# Celeste Items Crafting Service (Moon and Crescent Moon Chair)(Closed)



## honeypuff (May 3, 2020)

Crafting Celeste recipes for 5 NMT!! I have every recipe so just let me know which I should craft and I’ll tell the required materials!! Moon and Crescent Moon Chairs crafting available too!! Thanks


----------



## Xdee (May 3, 2020)

Hi, do you have the rocket DIY for the giant robot ?


----------



## SarahSays (May 3, 2020)

Hi there. Following the thread - I’ll be back on tomorrow. Thanks for your generosity!


----------



## savvistyles (May 3, 2020)

I would love to get the Crescent Moon Chair, do you need the materials? I have the star fragments!


----------



## honeypuff (May 4, 2020)

Xdee said:


> Hi, do you have the rocket DIY for the giant robot ?

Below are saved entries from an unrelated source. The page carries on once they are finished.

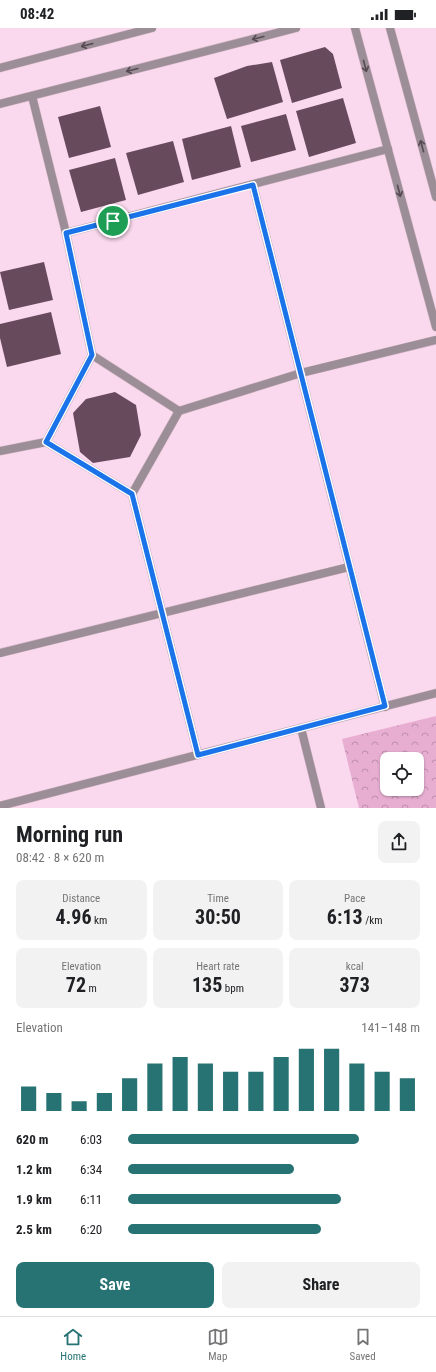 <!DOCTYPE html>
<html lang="en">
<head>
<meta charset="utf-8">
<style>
  body { margin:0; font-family:"Roboto Condensed",sans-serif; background:#f2f2f2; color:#202124; height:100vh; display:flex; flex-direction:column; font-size:15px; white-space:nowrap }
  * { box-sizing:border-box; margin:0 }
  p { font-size:13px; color:#757577 }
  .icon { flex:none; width:22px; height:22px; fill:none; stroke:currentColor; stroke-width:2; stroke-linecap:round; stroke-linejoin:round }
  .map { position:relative; height:780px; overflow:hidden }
  .details { display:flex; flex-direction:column; background:#fff; flex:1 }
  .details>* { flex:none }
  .tools { position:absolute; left:380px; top:724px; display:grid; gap:8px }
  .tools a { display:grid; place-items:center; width:44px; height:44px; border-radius:8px; background:#fff; box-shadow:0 1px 3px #0004; font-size:20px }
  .pin { position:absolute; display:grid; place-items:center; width:34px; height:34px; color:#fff; margin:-17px; border:2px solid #fff; border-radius:50%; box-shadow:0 1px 4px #0007 }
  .round { display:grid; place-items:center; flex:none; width:42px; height:42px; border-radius:8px; background:#f2f2f2 }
  .summary { display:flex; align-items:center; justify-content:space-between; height:68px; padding:0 16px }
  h1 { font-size:22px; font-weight:700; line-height:30px }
  .metrics { display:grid; grid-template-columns:repeat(3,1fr); gap:6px; height:68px; padding:4px 16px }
  .metrics div { display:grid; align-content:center; border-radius:8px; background:#f2f2f2; text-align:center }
  .metrics b { font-size:20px; font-weight:700 }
  .metrics small { font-size:11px; font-weight:400 }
  .metrics p { font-size:11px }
  .chart { height:112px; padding:8px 16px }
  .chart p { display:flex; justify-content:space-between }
  .chart svg { width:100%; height:72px; margin-top:4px; stroke:#277273; stroke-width:6 }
  .primary-button { display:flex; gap:8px; margin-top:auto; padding:8px 16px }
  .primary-button a { flex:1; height:46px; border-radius:8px; background:#277273; color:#fff; font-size:16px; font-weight:700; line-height:46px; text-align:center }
  .primary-button a+a { background:#f2f2f2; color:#202124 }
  ul { padding:0 16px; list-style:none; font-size:13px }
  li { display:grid; grid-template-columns:64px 48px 1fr; align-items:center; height:30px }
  li i { height:10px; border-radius:5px; background:#277273 }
  .status { display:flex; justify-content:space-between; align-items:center; height:28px; padding:0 20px; background:#fff; direction:ltr }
  .status svg { height:11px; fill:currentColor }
  .tab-bar { display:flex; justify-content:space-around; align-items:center; height:56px; border-top:1px solid #e0e0e0; background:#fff; font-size:11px; color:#757577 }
  .tab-bar a { display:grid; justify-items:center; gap:2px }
  .tab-bar .on { color:#277273 }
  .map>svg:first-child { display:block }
  .park { fill:url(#park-crowns); fill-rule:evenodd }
  .building { fill:#674b5d }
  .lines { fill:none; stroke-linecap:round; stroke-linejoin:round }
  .minor-casing { stroke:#d5b7c9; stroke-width:9 }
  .tertiary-casing { stroke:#d5b7c9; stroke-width:9 }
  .minor { stroke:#9c8e97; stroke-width:8 }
  .tertiary { stroke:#9c8e97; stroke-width:8 }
  .oneway { stroke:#574a52 }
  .route-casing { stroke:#fff; stroke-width:8 }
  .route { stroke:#1a73e8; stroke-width:5 }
</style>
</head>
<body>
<div class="status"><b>08:42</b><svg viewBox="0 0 49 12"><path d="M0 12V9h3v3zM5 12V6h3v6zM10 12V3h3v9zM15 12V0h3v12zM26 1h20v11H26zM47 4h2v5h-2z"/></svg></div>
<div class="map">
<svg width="436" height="780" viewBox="0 0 436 780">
  <defs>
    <pattern id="park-crowns" width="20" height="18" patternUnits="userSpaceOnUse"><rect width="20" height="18" fill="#e7aed2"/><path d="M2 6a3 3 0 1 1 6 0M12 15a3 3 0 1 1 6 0" fill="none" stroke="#bd8eac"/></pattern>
  </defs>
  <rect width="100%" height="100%" fill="#fad8ed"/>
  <path class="park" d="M 436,688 L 436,780 L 359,780 L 342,711 ZM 387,731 L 417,731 L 417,761 L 387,761 Z"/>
  <g class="building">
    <path d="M 325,19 L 333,26 L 342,60 L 292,75 L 280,32 Z"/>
    <path d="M 272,34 L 283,74 L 227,91 L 214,50 L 247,38 Z"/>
    <path d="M 343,70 L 356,115 L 309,129 L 296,83 Z"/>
    <path d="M 100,78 L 111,119 L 69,130 L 58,89 Z"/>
    <path d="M 286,86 L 296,122 L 251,134 L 241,98 Z"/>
    <path d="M 231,98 L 241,139 L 192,152 L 182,111 Z"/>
    <path d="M 173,113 L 184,154 L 138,167 L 126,125 Z"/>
    <path d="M 115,130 L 126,172 L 81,184 L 69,142 Z"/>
    <path d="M 44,234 L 53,272 L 9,282 L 0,244 Z"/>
    <path d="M 51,284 L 61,326 L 7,339 L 0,310 L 0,296 Z"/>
    <path d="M 115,364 L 136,377 L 141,407 L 130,429 L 93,435 L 80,424 L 73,385 L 86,371 Z"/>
  </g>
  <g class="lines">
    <g class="minor-casing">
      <g id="minor">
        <path d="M 32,68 L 66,205 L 92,327"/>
        <path d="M 253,157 L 385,679"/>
        <path d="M 66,205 L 388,121"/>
        <path d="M 179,383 L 301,345 L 436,312"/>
        <path d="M 0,423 L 46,414"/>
        <path d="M 132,466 L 46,414 L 92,327 L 179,383 L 132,466 L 198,727"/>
        <path d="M 0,625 L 349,539"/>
        <path d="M 301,700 L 321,780"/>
        <path d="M 0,778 L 436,665"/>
      </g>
    </g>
    <g class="tertiary-casing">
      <g id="tertiary">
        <path d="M 355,0 L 436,299"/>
        <path d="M 390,0 L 436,169"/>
        <path d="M 0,40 L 152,0"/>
        <path d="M 0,76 L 296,0"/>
      </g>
    </g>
    <use href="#minor" class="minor"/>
    <use href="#tertiary" class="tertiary"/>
  </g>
  <defs><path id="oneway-shaft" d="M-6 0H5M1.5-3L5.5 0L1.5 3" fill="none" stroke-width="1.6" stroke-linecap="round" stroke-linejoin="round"/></defs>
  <g class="oneway">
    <use href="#oneway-shaft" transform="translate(258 10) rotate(166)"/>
    <use href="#oneway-shaft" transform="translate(87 17) rotate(165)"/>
    <use href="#oneway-shaft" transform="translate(365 38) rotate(75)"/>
    <use href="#oneway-shaft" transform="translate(132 42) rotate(166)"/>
    <use href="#oneway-shaft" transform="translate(422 118) rotate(-105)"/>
    <use href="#oneway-shaft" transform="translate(399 163) rotate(75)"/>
  </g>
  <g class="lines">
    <g class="route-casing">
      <path id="route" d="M 253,157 L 385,678 L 198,727 L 132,466 L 46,414 L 92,327 L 66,205 Z"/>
    </g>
    <use href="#route" class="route"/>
  </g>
</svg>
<div class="tools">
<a><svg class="icon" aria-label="locate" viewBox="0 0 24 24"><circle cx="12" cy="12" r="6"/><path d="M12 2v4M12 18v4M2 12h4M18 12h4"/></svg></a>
</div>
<div class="pin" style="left:113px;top:193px;background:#1e9e55"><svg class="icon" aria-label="arrive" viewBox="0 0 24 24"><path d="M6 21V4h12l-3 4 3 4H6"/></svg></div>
</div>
<section class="details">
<div class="summary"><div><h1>Morning run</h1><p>08:42 · 8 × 620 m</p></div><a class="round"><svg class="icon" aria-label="share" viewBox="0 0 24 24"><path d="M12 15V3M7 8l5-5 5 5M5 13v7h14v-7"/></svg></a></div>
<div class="metrics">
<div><p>Distance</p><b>4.96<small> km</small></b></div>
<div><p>Time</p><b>30:50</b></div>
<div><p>Pace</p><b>6:13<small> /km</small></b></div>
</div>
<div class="metrics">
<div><p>Elevation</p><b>72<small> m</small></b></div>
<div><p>Heart rate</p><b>135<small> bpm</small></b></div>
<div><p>kcal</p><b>373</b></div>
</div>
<div class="chart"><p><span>Elevation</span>141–148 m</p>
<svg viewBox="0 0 160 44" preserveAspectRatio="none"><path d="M5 44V29M15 44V33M25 44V38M35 44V33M45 44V24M55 44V15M65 44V11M75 44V15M85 44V20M95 44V20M105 44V11M115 44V6M125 44V6M135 44V15M145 44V20M155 44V24"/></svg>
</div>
<ul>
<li><b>620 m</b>6:03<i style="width:79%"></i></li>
<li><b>1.2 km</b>6:34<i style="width:57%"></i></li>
<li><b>1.9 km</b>6:11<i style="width:73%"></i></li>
<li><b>2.5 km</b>6:20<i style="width:66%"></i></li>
</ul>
<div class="primary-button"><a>Save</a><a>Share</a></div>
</section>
<nav class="tab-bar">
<a class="on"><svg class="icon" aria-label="home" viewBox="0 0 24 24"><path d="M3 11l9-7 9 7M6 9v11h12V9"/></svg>Home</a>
<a><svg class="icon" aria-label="map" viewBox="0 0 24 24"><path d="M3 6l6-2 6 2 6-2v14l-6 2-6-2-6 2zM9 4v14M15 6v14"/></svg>Map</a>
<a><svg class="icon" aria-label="saved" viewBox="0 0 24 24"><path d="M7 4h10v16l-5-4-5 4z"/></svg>Saved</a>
</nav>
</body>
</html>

hey sorry for the late response! yes i do


----------



## Xdee (May 4, 2020)

Np, I actually just got one. How about a gold amor?


----------



## Cinnamom (May 4, 2020)

Do you have the Moon? I would love to have it in my town! Would also love a moon chair!


----------



## honeypuff (May 4, 2020)

Cinnamom said:


> Do you have the Moon? I would love to have it in my town! Would also love a moon chair!


Yes I can do both!!

	Post automatically merged: May 4, 2020



Xdee said:


> Np, I actually just got one. How about a gold amor?


I have the gold armor recipe.


----------



## Xdee (May 4, 2020)

I would love for you to craft the moon. What recipe are needed?


----------



## honeypuff (May 4, 2020)

Xdee said:


> I would love for you to craft the moon. What recipe are needed?


15 regular fragments and 1 large. 5nmt crafting charge too, lemme know when you want me to craft it for you. Thanks!!


----------



## 1ch1n0s3 (May 4, 2020)

I would love to have a moon and crescent moon chair what mats are needed?


----------